▶ [Exercise instructions]:
Scan the entries line by line and return those with "they".
Top of Material for this exercise
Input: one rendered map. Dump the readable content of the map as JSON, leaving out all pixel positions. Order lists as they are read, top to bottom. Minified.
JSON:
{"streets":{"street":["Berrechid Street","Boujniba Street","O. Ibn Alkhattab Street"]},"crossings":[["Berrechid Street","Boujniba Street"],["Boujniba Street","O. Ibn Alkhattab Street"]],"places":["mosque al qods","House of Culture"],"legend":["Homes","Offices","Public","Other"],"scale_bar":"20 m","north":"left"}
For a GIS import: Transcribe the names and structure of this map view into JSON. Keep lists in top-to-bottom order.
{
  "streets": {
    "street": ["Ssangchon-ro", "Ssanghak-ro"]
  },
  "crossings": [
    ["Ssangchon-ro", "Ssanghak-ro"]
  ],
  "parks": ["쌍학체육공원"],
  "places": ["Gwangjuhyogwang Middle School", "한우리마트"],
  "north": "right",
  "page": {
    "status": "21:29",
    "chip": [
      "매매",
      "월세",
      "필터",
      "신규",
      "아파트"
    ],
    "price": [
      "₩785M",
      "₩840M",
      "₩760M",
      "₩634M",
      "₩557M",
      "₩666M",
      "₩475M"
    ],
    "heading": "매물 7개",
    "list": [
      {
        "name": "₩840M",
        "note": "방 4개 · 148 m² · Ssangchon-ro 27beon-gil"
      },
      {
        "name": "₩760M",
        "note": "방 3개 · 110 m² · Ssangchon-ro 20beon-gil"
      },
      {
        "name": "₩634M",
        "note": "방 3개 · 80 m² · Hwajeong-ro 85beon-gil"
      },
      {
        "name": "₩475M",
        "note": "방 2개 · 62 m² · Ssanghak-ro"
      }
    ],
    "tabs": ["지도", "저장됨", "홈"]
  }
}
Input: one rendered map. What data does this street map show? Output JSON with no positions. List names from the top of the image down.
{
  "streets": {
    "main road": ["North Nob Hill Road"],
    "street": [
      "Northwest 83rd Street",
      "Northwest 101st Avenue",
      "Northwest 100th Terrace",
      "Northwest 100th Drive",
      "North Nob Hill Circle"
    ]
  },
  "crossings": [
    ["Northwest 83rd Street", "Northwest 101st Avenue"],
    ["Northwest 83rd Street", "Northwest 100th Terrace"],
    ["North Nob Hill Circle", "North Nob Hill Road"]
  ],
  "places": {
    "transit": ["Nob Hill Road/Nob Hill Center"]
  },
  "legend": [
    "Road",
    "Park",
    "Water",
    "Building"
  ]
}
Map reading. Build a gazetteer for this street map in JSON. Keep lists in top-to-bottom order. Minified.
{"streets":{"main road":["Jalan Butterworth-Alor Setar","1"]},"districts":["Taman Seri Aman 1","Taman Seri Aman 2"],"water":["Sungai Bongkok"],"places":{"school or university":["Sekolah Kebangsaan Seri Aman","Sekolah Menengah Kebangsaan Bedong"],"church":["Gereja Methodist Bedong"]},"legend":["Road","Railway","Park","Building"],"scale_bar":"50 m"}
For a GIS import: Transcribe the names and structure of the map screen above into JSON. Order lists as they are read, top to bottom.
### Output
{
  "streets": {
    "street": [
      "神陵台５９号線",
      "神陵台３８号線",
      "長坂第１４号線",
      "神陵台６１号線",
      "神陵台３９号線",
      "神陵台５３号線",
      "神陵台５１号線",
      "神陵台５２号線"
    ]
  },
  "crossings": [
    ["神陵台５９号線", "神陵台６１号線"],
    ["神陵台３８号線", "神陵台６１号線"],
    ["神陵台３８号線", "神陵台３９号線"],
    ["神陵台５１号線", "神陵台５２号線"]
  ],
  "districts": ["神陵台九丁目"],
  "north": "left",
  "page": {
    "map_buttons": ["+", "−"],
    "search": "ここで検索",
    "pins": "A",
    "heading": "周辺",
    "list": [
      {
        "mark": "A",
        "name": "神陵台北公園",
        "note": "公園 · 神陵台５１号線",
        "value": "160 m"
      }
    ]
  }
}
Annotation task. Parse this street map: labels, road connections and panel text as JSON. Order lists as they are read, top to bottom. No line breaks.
Bottom of Material for this exercise
▶ [Your response]:
Input: one rendered map. Dump the readable content of the map as JSON, leaving out all pixel positions. Order lists as they are read, top to bottom. Minified.
For a GIS import: Transcribe the names and structure of the map screen above into JSON. Order lists as they are read, top to bottom.
Annotation task. Parse this street map: labels, road connections and panel text as JSON. Order lists as they are read, top to bottom. No line breaks.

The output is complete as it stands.